*Exercise aim*
Repeat all of the records verbatim.

*Records excerpted from a collection*

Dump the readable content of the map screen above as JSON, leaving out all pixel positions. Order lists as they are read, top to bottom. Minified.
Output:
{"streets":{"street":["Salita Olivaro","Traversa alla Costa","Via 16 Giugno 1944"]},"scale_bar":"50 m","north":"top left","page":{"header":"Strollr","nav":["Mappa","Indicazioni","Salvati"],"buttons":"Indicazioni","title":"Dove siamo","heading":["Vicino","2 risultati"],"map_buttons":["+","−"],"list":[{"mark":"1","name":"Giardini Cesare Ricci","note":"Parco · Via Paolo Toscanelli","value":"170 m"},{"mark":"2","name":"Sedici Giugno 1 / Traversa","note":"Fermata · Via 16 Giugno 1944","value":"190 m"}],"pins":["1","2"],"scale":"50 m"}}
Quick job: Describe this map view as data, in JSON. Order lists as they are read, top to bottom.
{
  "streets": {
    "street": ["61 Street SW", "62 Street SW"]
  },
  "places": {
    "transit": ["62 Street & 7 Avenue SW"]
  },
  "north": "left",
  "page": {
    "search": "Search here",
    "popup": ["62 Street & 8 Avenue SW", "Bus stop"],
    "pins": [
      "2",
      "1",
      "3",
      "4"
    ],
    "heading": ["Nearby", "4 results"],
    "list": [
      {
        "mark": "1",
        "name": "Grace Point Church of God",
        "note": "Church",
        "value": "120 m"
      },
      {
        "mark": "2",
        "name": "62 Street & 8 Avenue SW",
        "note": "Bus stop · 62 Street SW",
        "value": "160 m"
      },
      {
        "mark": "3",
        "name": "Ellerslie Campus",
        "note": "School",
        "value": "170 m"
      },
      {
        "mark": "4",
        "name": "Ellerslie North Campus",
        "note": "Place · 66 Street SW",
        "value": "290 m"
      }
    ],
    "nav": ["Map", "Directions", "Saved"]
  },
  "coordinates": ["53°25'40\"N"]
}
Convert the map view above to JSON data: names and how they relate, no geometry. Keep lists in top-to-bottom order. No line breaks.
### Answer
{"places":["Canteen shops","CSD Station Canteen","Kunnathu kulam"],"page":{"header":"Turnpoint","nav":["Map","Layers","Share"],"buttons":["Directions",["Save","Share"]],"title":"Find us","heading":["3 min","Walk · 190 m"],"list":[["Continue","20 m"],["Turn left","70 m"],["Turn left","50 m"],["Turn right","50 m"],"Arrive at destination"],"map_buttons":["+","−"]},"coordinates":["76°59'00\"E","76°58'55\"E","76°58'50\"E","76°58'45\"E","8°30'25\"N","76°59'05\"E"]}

*Solution to the exercise*
Dump the readable content of the map screen above as JSON, leaving out all pixel positions. Order lists as they are read, top to bottom. Minified.
Output:
{"streets":{"street":["Salita Olivaro","Traversa alla Costa","Via 16 Giugno 1944"]},"scale_bar":"50 m","north":"top left","page":{"header":"Strollr","nav":["Mappa","Indicazioni","Salvati"],"buttons":"Indicazioni","title":"Dove siamo","heading":["Vicino","2 risultati"],"map_buttons":["+","−"],"list":[{"mark":"1","name":"Giardini Cesare Ricci","note":"Parco · Via Paolo Toscanelli","value":"170 m"},{"mark":"2","name":"Sedici Giugno 1 / Traversa","note":"Fermata · Via 16 Giugno 1944","value":"190 m"}],"pins":["1","2"],"scale":"50 m"}}
Quick job: Describe this map view as data, in JSON. Order lists as they are read, top to bottom.
{
  "streets": {
    "street": ["61 Street SW", "62 Street SW"]
  },
  "places": {
    "transit": ["62 Street & 7 Avenue SW"]
  },
  "north": "left",
  "page": {
    "search": "Search here",
    "popup": ["62 Street & 8 Avenue SW", "Bus stop"],
    "pins": [
      "2",
      "1",
      "3",
      "4"
    ],
    "heading": ["Nearby", "4 results"],
    "list": [
      {
        "mark": "1",
        "name": "Grace Point Church of God",
        "note": "Church",
        "value": "120 m"
      },
      {
        "mark": "2",
        "name": "62 Street & 8 Avenue SW",
        "note": "Bus stop · 62 Street SW",
        "value": "160 m"
      },
      {
        "mark": "3",
        "name": "Ellerslie Campus",
        "note": "School",
        "value": "170 m"
      },
      {
        "mark": "4",
        "name": "Ellerslie North Campus",
        "note": "Place · 66 Street SW",
        "value": "290 m"
      }
    ],
    "nav": ["Map", "Directions", "Saved"]
  },
  "coordinates": ["53°25'40\"N"]
}
Convert the map view above to JSON data: names and how they relate, no geometry. Keep lists in top-to-bottom order. No line breaks.
### Answer
{"places":["Canteen shops","CSD Station Canteen","Kunnathu kulam"],"page":{"header":"Turnpoint","nav":["Map","Layers","Share"],"buttons":["Directions",["Save","Share"]],"title":"Find us","heading":["3 min","Walk · 190 m"],"list":[["Continue","20 m"],["Turn left","70 m"],["Turn left","50 m"],["Turn right","50 m"],"Arrive at destination"],"map_buttons":["+","−"]},"coordinates":["76°59'00\"E","76°58'55\"E","76°58'50\"E","76°58'45\"E","8°30'25\"N","76°59'05\"E"]}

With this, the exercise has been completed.